■ Aim of the task
For every line in the entries that contains "lineWidth", show the whole line.

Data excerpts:
----
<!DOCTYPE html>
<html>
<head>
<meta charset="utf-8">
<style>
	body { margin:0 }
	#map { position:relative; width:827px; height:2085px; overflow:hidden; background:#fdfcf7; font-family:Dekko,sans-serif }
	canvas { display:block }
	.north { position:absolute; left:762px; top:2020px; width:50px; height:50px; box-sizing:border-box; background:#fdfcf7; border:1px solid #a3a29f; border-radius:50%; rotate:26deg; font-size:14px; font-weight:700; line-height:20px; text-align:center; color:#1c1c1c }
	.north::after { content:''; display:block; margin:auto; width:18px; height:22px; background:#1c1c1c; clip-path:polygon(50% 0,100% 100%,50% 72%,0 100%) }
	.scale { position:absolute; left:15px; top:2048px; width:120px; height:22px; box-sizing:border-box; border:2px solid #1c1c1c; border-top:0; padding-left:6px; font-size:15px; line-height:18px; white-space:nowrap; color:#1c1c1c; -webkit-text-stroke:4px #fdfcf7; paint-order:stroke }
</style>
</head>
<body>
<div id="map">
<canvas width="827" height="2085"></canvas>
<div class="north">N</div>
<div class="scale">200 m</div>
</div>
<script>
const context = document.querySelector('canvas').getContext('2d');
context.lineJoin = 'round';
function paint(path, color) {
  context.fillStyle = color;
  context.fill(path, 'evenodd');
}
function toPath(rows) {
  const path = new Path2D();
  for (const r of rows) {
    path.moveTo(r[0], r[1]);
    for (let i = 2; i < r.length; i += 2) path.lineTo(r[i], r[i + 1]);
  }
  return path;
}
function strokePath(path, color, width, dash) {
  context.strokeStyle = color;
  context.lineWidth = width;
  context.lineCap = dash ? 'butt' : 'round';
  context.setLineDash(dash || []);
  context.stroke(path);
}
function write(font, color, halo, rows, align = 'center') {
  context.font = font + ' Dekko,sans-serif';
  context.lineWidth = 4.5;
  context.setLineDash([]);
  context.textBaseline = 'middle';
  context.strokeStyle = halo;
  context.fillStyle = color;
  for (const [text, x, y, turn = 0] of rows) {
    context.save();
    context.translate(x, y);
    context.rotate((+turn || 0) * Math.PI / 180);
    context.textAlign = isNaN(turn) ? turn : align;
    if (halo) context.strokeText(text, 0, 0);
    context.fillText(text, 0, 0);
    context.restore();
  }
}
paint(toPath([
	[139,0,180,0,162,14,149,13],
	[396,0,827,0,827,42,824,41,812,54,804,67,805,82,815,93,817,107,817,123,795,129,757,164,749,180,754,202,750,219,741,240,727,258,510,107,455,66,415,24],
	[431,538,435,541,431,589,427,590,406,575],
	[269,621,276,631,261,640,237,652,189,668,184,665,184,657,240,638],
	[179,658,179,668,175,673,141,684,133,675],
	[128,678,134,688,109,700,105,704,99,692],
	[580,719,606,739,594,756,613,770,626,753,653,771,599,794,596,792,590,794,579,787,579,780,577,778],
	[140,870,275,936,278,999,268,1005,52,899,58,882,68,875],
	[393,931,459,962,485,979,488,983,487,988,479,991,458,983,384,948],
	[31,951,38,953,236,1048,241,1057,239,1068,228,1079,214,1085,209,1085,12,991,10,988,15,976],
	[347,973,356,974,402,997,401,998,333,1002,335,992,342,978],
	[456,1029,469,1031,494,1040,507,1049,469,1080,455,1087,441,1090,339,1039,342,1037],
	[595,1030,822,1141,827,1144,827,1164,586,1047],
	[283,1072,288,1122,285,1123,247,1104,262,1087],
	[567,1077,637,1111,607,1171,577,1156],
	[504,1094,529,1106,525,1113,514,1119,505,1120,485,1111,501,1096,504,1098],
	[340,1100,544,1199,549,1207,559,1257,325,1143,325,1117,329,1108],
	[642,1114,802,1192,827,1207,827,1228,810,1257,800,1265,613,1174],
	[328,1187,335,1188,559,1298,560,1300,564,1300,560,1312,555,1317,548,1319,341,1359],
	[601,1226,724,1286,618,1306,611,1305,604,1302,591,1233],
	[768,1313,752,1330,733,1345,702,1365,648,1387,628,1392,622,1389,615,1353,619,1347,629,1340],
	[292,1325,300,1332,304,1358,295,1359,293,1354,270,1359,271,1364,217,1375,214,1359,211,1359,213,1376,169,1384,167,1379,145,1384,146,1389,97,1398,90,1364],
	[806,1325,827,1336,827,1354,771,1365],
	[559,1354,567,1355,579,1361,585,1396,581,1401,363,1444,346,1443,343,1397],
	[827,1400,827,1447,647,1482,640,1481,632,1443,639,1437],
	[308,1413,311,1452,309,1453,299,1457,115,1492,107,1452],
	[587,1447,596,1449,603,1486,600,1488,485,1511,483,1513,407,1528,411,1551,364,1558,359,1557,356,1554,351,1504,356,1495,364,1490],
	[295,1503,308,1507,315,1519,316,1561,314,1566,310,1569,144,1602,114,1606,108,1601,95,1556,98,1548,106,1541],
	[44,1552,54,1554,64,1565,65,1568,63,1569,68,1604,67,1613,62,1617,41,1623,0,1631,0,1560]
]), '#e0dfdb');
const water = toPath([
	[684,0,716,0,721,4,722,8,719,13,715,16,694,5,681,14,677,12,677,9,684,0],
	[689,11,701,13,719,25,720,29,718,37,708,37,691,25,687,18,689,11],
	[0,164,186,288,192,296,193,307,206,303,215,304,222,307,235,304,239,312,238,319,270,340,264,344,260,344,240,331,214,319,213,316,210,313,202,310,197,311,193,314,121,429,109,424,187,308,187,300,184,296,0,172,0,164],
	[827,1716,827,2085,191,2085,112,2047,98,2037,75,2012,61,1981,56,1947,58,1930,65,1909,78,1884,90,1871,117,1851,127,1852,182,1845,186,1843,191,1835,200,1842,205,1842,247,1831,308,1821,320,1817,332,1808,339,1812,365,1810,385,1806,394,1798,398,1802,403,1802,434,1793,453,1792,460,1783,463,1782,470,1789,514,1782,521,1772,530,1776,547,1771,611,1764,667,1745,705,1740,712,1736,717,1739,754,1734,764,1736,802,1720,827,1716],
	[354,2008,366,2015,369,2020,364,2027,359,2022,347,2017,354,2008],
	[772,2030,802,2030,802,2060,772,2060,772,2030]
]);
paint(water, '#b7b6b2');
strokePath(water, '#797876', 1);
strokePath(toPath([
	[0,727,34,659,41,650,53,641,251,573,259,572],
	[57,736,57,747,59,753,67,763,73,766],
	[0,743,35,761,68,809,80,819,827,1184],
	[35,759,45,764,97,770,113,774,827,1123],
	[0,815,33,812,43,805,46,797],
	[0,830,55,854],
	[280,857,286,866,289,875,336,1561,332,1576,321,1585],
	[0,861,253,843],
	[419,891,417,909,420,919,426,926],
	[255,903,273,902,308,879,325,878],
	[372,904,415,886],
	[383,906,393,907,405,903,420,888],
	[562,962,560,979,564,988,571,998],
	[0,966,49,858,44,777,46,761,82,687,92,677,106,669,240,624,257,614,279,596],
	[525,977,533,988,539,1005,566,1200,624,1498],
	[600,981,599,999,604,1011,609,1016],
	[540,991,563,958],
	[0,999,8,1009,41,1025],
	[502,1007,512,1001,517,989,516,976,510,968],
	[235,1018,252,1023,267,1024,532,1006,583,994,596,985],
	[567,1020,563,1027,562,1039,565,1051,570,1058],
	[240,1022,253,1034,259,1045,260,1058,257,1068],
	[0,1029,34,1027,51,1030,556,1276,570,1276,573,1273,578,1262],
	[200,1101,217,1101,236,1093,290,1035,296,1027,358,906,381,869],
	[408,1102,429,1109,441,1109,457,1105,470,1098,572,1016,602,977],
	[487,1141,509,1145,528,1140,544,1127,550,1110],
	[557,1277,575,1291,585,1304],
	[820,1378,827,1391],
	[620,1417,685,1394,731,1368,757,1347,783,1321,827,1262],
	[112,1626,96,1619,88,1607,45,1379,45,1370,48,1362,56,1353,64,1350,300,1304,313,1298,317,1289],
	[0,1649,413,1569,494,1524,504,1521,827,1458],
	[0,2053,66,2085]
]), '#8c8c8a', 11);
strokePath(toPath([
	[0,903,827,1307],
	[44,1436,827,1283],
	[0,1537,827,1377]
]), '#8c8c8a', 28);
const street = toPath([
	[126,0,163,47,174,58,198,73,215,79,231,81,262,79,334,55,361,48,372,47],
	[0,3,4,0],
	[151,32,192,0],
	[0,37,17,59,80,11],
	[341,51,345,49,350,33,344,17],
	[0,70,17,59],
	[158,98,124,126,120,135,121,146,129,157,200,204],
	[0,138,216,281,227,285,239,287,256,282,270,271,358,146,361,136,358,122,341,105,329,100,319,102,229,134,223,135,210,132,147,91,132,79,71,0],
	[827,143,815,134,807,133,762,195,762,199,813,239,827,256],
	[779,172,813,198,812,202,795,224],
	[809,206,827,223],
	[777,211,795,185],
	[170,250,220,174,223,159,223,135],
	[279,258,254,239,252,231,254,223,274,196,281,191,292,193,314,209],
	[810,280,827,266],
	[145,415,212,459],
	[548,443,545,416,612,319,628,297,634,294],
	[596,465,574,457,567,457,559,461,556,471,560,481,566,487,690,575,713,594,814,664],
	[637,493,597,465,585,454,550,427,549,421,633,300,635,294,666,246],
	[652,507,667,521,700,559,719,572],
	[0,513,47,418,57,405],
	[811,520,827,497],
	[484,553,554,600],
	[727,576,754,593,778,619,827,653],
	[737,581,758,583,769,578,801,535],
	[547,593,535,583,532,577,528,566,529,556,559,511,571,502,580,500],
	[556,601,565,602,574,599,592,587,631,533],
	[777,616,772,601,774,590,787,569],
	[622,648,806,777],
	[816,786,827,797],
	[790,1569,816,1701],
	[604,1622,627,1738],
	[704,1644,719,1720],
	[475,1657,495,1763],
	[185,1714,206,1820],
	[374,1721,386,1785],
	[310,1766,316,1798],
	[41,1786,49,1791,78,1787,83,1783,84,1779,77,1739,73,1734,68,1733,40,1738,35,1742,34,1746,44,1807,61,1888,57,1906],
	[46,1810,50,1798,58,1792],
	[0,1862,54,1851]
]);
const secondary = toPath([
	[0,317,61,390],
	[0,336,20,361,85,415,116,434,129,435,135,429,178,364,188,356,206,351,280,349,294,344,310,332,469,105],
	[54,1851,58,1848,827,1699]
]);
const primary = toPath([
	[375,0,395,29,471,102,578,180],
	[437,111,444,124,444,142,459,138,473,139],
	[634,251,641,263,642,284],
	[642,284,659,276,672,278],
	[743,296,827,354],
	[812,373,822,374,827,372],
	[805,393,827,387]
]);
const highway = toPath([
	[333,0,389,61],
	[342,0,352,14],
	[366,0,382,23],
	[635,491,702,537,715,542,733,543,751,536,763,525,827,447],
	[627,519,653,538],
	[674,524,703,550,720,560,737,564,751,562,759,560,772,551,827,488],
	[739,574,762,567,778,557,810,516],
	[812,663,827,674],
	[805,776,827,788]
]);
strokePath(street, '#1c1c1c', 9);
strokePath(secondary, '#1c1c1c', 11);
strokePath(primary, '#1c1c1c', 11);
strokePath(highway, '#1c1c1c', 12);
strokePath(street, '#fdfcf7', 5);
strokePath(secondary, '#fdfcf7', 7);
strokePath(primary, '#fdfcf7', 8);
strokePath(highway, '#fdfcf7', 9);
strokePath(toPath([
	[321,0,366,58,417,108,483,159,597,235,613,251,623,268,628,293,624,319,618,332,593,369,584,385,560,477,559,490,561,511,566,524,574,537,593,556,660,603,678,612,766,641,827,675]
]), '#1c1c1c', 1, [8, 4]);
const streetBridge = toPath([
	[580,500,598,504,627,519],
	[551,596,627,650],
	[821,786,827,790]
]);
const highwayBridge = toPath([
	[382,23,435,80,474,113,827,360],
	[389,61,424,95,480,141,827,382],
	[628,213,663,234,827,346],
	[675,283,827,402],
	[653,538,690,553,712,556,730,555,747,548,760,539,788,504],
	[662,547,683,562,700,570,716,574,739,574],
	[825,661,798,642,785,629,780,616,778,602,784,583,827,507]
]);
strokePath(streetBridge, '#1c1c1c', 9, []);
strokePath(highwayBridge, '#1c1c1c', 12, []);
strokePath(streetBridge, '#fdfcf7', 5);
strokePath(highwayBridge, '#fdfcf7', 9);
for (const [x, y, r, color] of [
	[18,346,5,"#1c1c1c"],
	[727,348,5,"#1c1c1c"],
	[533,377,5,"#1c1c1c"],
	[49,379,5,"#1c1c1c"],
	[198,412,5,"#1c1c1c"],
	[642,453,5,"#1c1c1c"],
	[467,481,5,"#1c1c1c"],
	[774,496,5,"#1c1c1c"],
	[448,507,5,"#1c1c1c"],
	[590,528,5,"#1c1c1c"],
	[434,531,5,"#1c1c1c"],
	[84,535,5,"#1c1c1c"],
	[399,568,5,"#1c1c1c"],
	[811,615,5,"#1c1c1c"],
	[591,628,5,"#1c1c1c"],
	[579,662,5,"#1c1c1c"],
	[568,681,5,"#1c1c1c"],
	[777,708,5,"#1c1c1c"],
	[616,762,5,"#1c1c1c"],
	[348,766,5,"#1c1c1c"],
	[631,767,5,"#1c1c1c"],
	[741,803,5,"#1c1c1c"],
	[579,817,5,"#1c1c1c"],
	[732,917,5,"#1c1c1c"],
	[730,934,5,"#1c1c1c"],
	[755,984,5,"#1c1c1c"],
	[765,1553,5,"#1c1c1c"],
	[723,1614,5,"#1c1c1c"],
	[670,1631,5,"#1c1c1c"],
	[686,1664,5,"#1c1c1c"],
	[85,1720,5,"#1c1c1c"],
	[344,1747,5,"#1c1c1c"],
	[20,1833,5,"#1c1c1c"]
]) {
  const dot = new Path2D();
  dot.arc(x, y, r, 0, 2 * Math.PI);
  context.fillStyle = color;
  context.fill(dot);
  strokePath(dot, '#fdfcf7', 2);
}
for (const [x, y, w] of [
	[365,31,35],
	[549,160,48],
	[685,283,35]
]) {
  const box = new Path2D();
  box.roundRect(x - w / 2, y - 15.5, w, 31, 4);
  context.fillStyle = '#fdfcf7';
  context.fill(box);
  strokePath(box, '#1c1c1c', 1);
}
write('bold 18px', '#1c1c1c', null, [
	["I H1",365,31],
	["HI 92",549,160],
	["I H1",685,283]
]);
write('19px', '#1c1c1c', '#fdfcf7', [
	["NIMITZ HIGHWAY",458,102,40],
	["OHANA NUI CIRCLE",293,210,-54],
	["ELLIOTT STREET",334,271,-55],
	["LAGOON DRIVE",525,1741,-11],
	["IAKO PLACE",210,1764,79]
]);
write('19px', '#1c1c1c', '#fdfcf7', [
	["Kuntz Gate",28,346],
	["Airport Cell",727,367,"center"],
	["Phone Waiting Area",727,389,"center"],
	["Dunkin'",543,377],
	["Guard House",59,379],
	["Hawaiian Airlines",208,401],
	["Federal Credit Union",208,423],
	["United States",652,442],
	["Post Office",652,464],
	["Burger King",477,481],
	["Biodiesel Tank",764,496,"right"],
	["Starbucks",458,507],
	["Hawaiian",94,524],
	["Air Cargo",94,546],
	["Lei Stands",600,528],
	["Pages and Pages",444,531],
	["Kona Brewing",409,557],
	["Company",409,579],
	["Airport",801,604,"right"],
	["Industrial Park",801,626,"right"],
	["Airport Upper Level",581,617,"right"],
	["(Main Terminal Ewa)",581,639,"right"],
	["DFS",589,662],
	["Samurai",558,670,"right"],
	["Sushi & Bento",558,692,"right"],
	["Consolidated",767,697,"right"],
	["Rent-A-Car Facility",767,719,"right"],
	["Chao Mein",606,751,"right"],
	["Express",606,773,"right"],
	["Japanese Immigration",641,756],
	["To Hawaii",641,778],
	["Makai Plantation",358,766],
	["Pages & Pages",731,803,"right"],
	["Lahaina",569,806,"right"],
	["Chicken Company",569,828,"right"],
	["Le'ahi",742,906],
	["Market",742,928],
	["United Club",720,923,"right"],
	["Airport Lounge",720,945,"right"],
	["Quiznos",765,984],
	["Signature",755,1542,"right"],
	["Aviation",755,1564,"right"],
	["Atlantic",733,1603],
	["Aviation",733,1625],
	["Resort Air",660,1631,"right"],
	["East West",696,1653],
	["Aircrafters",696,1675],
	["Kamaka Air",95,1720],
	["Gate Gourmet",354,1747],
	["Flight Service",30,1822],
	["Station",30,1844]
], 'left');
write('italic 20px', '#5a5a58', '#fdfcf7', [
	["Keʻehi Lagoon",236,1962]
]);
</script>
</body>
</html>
----
■ Written answer
  context.lineWidth = width;
  context.lineWidth = 4.5;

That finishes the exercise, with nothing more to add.